The market-implied 1-standard-deviation range for KSTR extends from approximately $21.52 on the downside to $28.92 on the upside. A KSTR covered call collects premium on an existing long KSTR position, trading off upside above the short call strike for immediate income; the short strike selection should reflect the trader's view on whether KSTR will breach that level within the expiration window. Current KSTR IV rank near 18.23% sits in the lower third of its 1-year distribution, where IV often re-expands toward the mean; this favors premium-buying structures and disadvantages premium-selling structures on KSTR at 51.20%. As a Financial Services name, KSTR options can move on sector-level news flow (peer earnings, regulatory updates, industry-specific macro data) in addition to KSTR-specific events.

KSTR covered call positions are structurally neutral to slightly bullish; the modeled P&L assumes European-style exercise at expiration and ignores early assignment, transaction costs, dividends paid before expiry on the stock leg (when present), and the bid-ask spread on the listed chain. KSTR positions also carry Financial Services sector concentration risk; news flow inside the sector (peer earnings, regulatory shifts, supply-chain headlines) can move KSTR alongside the broader basket even when KSTR-specific fundamentals are unchanged. Short-premium structures like a covered call on KSTR carry tail risk when realized volatility exceeds the implied move; review historical KSTR earnings reactions and macro stress periods before sizing. Always rebuild the position from current KSTR chain quotes before placing a trade.

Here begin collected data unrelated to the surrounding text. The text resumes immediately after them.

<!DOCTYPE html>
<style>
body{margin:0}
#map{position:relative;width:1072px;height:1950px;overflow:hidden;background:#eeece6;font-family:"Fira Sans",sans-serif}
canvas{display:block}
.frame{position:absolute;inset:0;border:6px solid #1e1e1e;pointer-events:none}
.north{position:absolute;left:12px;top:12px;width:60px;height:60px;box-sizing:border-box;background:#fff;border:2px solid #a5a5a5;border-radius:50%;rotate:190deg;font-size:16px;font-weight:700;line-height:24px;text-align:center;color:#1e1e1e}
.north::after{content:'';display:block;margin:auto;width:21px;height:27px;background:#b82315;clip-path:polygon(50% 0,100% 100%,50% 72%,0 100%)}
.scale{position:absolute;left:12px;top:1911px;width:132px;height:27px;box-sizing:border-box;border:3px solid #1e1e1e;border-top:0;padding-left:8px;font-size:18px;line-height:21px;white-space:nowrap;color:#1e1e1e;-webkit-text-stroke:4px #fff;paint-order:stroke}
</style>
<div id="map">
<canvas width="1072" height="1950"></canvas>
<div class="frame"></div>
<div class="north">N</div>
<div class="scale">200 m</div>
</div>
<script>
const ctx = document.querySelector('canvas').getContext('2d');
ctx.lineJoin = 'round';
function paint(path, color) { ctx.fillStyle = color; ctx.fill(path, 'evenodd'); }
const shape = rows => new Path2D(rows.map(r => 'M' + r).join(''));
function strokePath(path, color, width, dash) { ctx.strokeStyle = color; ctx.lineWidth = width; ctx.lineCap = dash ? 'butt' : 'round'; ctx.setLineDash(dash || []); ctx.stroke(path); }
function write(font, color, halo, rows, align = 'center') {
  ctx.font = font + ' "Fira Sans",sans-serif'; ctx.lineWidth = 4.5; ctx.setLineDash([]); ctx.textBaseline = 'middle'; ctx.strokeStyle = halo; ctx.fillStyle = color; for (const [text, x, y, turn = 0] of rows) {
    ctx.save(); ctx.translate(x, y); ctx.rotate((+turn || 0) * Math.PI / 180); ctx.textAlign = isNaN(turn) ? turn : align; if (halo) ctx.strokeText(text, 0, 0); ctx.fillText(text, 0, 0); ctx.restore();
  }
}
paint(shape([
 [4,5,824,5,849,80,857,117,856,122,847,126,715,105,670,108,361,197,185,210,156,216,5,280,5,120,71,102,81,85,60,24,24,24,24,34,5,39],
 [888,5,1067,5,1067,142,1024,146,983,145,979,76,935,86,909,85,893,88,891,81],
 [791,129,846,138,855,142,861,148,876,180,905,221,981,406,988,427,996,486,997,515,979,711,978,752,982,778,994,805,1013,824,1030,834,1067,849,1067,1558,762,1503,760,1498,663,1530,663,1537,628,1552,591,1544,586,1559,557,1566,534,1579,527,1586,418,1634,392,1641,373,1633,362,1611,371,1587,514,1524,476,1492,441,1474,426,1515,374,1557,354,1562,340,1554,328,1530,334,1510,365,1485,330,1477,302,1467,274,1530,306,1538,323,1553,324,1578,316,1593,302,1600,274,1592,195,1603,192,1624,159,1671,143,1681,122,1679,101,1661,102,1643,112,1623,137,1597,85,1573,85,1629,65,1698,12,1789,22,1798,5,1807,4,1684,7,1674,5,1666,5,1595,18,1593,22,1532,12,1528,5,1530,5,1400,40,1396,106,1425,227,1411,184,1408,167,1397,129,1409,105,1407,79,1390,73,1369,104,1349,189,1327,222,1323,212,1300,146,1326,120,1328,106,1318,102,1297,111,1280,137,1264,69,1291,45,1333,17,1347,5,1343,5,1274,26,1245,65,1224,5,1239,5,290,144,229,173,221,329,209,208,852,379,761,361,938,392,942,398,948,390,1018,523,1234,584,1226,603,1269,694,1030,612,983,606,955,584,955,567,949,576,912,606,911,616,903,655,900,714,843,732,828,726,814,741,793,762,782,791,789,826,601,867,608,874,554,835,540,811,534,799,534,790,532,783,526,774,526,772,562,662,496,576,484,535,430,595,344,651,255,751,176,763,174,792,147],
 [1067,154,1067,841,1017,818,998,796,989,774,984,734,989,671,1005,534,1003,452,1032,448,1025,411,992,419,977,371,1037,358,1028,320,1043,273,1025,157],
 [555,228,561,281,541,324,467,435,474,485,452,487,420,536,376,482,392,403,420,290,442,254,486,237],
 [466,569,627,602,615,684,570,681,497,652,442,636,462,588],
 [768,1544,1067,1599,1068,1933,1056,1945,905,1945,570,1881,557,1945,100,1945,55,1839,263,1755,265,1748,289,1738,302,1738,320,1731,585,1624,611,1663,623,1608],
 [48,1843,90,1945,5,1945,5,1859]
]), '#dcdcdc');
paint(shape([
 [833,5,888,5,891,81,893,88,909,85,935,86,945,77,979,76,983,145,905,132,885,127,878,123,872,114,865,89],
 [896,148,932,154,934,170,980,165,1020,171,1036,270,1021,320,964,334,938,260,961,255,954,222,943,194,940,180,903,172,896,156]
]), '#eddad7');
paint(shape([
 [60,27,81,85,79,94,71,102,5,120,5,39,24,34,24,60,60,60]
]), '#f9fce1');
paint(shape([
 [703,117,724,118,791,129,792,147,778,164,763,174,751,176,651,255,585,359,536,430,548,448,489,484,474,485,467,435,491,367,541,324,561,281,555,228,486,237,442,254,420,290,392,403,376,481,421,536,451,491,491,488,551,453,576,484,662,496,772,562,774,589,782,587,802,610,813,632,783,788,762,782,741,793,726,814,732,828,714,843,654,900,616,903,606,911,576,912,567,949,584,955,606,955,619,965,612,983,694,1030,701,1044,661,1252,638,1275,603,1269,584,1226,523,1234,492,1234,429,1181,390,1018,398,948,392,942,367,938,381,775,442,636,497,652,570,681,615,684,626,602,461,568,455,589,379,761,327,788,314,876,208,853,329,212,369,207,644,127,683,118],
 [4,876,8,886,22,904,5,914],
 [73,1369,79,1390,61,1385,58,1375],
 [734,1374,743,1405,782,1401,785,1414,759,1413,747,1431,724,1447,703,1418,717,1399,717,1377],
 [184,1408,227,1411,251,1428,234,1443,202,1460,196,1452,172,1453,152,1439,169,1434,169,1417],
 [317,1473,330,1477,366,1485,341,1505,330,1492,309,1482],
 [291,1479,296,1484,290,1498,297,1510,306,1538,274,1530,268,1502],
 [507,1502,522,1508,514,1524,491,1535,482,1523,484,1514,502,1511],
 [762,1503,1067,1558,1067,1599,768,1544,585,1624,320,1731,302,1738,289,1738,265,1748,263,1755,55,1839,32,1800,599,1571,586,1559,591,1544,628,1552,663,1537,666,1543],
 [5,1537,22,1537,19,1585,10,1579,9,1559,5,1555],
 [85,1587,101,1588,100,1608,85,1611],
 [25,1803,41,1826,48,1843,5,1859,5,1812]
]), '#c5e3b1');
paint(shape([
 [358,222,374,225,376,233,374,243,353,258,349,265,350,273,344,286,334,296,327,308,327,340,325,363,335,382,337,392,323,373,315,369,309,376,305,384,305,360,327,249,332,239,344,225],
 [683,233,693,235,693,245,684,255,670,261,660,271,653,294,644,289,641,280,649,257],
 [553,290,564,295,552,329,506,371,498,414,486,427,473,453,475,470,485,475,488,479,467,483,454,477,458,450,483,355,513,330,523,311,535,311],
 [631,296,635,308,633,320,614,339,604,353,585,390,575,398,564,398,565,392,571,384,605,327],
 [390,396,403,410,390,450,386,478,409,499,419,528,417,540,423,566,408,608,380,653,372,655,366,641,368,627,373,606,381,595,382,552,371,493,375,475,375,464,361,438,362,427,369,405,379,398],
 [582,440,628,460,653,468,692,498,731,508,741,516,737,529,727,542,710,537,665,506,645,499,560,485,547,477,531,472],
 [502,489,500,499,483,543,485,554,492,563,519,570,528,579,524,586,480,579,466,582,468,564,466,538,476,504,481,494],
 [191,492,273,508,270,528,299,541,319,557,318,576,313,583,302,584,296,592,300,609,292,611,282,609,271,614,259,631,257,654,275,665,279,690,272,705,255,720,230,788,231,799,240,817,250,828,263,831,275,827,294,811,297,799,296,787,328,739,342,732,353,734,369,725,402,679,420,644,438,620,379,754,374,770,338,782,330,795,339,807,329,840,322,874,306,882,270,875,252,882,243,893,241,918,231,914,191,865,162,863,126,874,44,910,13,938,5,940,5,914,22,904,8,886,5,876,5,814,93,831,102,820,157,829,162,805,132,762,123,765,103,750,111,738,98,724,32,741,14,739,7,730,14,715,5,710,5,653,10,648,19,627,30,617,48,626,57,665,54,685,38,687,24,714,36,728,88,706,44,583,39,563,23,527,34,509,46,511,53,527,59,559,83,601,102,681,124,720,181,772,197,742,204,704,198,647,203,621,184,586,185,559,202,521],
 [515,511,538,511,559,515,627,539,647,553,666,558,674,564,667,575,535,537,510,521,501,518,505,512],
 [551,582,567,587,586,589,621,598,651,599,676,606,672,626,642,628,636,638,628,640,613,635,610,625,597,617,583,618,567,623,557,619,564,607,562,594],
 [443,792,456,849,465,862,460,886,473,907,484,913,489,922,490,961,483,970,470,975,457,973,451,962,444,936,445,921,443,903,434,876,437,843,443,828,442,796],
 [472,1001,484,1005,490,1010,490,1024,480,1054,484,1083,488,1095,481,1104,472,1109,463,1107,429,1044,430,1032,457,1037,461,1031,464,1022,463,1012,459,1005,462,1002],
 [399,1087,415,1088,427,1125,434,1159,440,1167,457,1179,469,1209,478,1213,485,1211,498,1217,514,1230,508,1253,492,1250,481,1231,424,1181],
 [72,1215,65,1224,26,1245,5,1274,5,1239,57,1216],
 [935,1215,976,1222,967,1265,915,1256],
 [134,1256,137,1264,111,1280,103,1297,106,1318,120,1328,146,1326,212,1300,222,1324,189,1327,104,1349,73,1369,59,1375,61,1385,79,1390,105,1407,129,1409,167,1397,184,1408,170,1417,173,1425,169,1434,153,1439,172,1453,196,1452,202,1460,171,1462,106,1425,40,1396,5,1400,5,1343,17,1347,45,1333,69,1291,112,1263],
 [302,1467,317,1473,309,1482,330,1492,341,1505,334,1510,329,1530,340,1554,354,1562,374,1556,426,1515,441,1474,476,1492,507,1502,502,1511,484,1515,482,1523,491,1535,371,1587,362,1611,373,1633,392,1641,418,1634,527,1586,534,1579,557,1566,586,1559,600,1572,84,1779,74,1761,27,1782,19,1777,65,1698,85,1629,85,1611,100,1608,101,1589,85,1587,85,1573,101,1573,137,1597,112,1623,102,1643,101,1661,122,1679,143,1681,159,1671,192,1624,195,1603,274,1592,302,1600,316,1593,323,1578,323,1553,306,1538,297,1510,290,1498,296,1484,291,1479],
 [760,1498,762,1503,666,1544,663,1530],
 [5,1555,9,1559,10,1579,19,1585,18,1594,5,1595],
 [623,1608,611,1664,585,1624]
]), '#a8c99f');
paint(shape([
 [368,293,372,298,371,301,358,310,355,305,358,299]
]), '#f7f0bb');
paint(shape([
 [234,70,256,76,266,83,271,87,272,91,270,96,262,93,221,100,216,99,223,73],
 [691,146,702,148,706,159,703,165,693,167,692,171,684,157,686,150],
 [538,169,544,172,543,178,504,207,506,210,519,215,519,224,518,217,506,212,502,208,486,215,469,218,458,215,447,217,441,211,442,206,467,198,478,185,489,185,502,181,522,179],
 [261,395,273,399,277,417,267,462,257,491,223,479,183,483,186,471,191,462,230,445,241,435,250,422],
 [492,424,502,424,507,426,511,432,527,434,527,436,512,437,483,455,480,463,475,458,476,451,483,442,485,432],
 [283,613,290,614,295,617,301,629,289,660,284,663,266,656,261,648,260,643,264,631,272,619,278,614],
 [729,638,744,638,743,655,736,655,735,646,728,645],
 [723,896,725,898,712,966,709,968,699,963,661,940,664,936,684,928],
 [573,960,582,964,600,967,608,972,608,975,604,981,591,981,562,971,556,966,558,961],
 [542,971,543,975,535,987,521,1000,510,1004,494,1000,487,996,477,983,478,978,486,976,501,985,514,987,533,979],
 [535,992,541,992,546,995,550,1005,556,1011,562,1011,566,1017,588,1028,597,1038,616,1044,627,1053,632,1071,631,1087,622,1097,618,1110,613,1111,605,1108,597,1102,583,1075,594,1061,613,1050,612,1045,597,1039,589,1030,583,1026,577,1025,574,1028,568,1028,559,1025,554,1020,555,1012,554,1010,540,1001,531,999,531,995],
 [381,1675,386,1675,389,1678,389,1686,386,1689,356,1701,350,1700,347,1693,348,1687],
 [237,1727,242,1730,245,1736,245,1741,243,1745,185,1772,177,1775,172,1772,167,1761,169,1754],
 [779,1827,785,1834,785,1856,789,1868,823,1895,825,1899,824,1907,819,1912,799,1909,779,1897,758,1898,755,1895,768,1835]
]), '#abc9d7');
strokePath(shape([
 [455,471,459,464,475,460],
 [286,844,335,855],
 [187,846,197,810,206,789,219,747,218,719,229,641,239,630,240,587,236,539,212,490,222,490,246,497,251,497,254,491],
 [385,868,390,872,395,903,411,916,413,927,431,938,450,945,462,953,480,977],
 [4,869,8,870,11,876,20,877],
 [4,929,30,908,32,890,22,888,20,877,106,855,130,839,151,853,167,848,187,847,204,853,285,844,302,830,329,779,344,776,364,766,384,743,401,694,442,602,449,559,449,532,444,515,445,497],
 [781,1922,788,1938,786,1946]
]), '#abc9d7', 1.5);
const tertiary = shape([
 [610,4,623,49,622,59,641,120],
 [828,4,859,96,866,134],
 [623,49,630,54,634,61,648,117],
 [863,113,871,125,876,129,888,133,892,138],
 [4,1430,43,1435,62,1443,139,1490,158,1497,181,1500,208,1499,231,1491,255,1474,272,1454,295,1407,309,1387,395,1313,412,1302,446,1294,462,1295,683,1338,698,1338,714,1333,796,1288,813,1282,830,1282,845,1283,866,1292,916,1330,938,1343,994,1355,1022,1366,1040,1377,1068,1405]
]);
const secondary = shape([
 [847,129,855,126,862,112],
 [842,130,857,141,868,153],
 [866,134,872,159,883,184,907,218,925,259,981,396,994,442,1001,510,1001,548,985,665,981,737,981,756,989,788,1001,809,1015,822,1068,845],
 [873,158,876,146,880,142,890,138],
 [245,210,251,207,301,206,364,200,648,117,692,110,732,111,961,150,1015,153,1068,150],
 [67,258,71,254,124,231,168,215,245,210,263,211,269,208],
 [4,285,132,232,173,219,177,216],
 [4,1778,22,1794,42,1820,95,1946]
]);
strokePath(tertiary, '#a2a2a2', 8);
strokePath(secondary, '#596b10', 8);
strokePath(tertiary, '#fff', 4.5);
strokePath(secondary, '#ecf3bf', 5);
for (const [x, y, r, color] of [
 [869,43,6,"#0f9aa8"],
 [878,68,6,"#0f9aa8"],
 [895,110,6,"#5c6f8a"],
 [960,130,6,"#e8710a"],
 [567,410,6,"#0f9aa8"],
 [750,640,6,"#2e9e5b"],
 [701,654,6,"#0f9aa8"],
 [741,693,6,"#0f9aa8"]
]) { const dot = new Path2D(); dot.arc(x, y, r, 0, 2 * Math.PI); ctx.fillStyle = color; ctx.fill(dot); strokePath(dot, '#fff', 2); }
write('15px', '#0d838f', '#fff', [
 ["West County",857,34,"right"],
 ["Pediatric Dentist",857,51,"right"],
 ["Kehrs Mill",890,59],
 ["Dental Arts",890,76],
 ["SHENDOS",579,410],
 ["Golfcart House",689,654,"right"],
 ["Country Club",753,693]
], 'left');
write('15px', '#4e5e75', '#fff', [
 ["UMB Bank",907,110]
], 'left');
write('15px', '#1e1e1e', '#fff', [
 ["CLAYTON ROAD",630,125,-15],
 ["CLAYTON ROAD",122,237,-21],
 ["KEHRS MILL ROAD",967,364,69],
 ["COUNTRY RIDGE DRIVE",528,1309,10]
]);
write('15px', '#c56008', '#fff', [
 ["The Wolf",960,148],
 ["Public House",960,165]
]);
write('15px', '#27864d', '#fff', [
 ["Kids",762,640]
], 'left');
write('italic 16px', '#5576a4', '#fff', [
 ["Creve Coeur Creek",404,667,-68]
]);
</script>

Frequently asked questions

What is a covered call on KSTR?
A covered call on KSTR is the covered call strategy applied to KSTR (etf). The strategy is structurally neutral to slightly bullish: A covered call pairs long stock with a short out-of-the-money call, collecting premium and capping upside above the short strike in exchange for income. With KSTR etf trading near $25.22, the strikes shown on this page are snapped to the nearest listed KSTR chain strike and the premiums come straight from the end-of-day bid/ask midpoint.
How are KSTR covered call max profit and max loss calculated?
Max profit equals short-strike minus cost basis plus premium times 100; max loss is cost basis minus premium (at zero). Breakeven is cost basis minus premium. For the KSTR covered call priced from the end-of-day chain at a 30-day expiry (ATM IV 51.20%), the computed maximum profit is $220.50 per contract and the computed maximum loss is -$2,378.50 per contract. Live intraday quotes will differ as the chain moves through the trading session.
What is the breakeven for a KSTR covered call?
The breakeven for the KSTR covered call priced on this page is roughly $23.80 at expiration, derived from end-of-day chain premiums. Breakeven is the underlying price at which the strategy's P&L crosses zero ignoring transaction costs and assignment risk. The current KSTR market-implied 1-standard-deviation expected move is approximately 14.68%; if the move sits well outside the breakeven distance, the structure's risk-reward becomes correspondingly tighter.
When should you consider a covered call on KSTR?
Covered calls on KSTR are an income strategy run on existing KSTR etf positions; traders typically sell calls at 25-35 delta with 30-45 days to expiration to balance premium against upside cap.
How does current KSTR implied volatility affect this covered call?
KSTR ATM IV is at 51.20% with IV rank near 18.23%, which is on the low end of its 1-year range. Premium-buying structures (long call, long put, debit spreads) are relatively cheap in this regime; premium-selling structures collect less credit per unit risk.